Putin’s greatest ally, and the West’s greatest challenge, is time. Like all of his conflicts over the last two decades, from Georgia in 2008 to Ukraine in 2014 and again in 2022, Putin will ride out the storm as growing indifference replaces anger in public and political opinion in the West. He need only wait until Donald Trump enters the White House again in 2024, at which point the unconditional support for Ukraine will likely run out and pressure to negotiate will grow. Negotiations under such conditions would not be favourable for Ukraine. Ironically, Trump, the author of The Art of the Deal, may even volunteer to lead the negotiations himself.   

At that point, with the war over and Russia’s military resources significantly depleted, the dictator would likely focus his attention inwards, on ridding all political opponents and bringing on a societal ‘Russian Winter’. The recent murder of Alexei Navalny, Putin’s largest political opponent and critic within Russia, in an Arctic hellhole prison was as symbolic as it was terrifying. As a message to warn off anyone else inclined to challenge him, nothing could be more effective.   
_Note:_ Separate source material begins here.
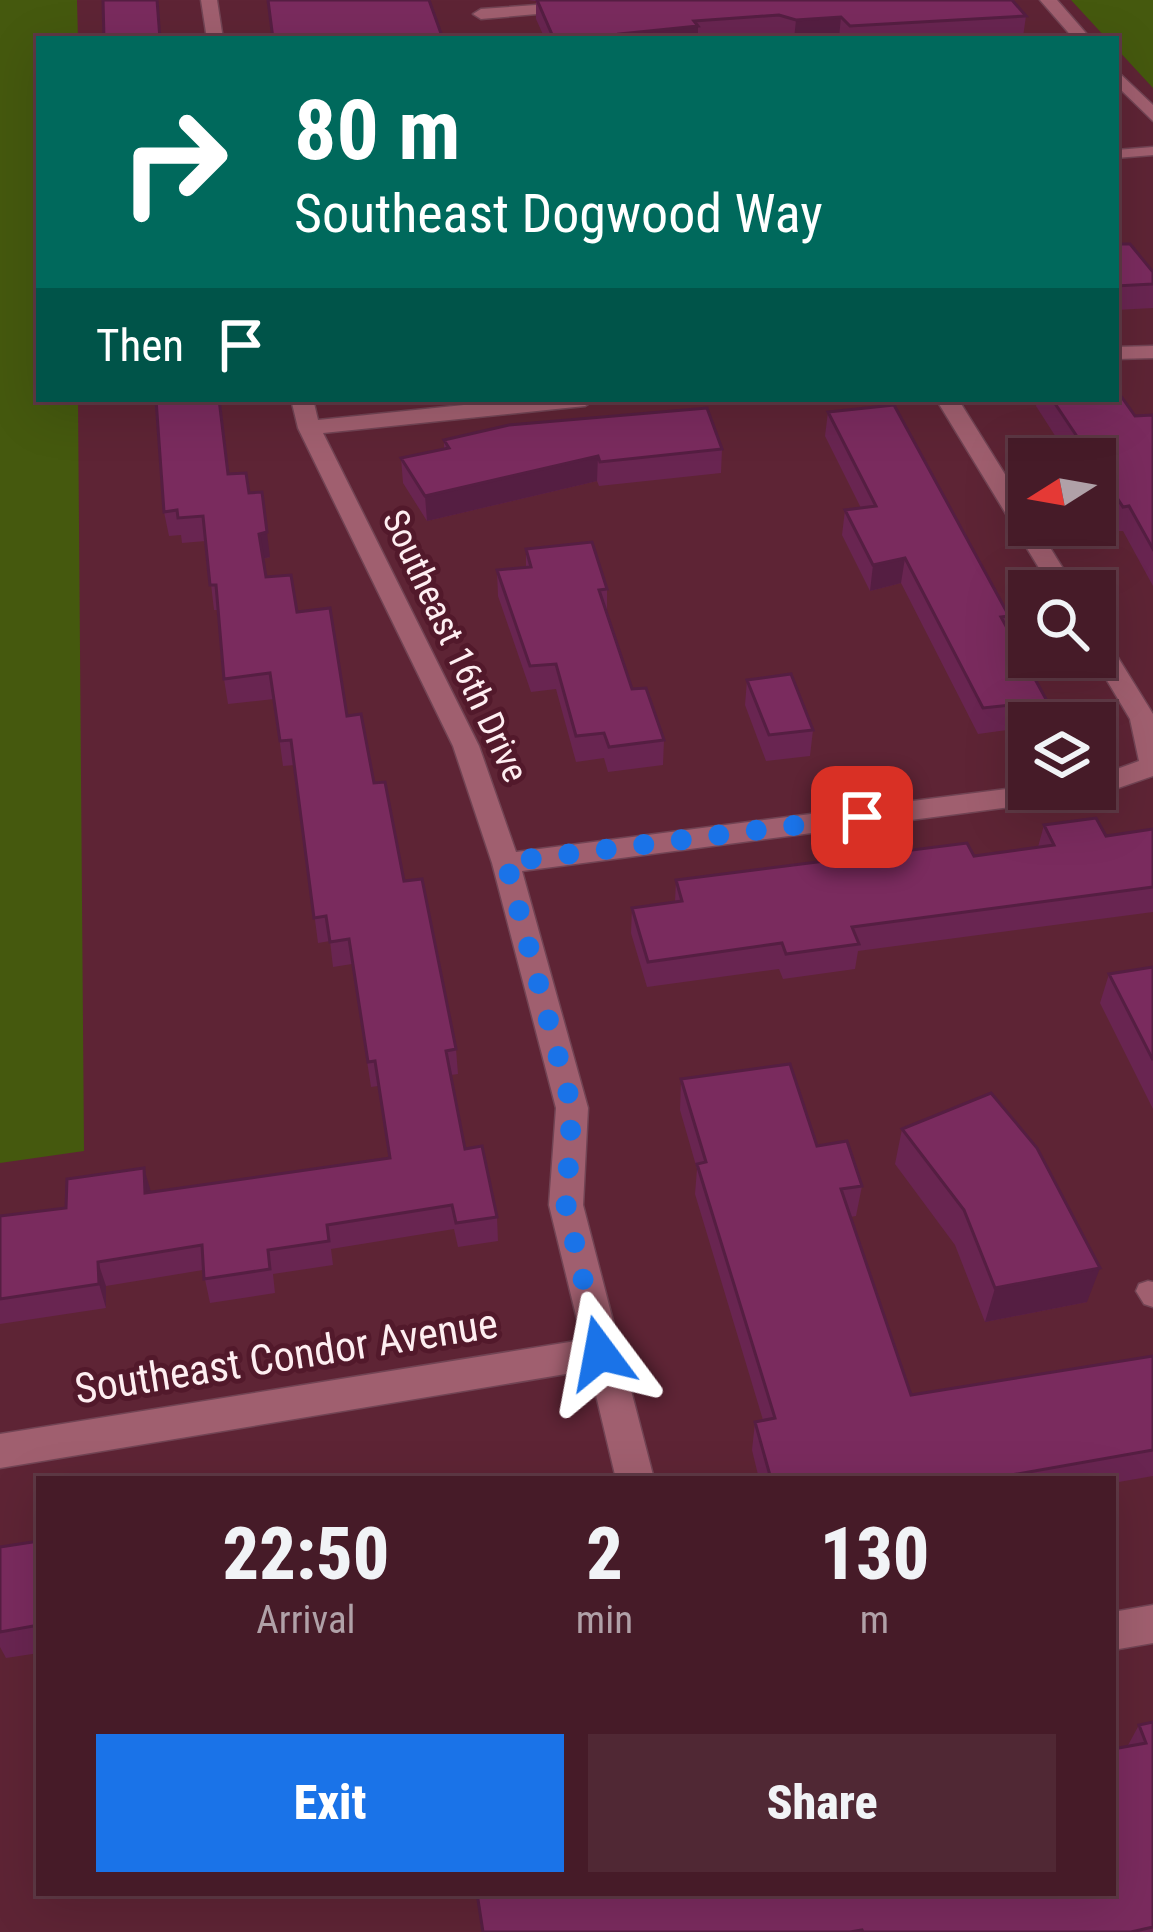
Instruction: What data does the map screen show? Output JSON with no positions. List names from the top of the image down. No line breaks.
{"streets":{"street":["Southeast 16th Drive","Southeast Condor Avenue"]},"crossings":[["Southeast 16th Drive","Southeast Condor Avenue"]],"north":"left","page":{"turn":["80 m","Southeast Dogwood Way"],"then":"Then","eta":["22:50","Arrival","2","min","130","m"],"buttons":["Exit","Share"]}}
Are there any lessons to be learnt from the interview? Yes, one. Based on the interview, we can see the huge strategic importance of narratives, and how they can be weaponised to justify the invasion of other countries. When Tucker asked Putin about his strategy towards the West, Putin stated that when he came to office in 2000, he asked then-US President Bill Clinton, hypothetically but seriously, what would happen if Russia wanted to join NATO. Clinton said he would speak to his advisers and get back to him. The answer was a firm ‘no’ as Russia failed to meet the fundamental entry requirements of NATO, such as “uphold[ing] democracy”, “making progress toward a market economy”, having military forces “under firm civilian control”, “be[ing] good neighbors and respecting sovereignty outside their borders”, and “working toward compatibility with NATO forces.”1 

Thenceforth Russia became a partner of NATO, but never with a membership perspective. And although a framework for cooperation was created over the following years, namely the NATO-Russia Permanent Joint Council, this did not succeed in preventing Russia from becoming a revisionist power or channelling the country onto some kind of Western path.  

Putin uses his narrative of Russia’s victimisation by NATO, as well as Ukraine’s supposed ‘rule by neo-Nazis’ and rightful place in the ‘Russian World’ to justify his violent actions. The use of such a narrative by a major power must ultimately fail if the rules-based order of international sovereignty is to prevail. Western countries should thus be aware that their perceived ‘denial’ of some countries to enter the EU or NATO can be spun into victimisation narratives, which, however wrongfully, can be used as leverage in international politics. 


The opinions expressed in this article represent the views of the author and do not necessarily reflect the views of the IDM.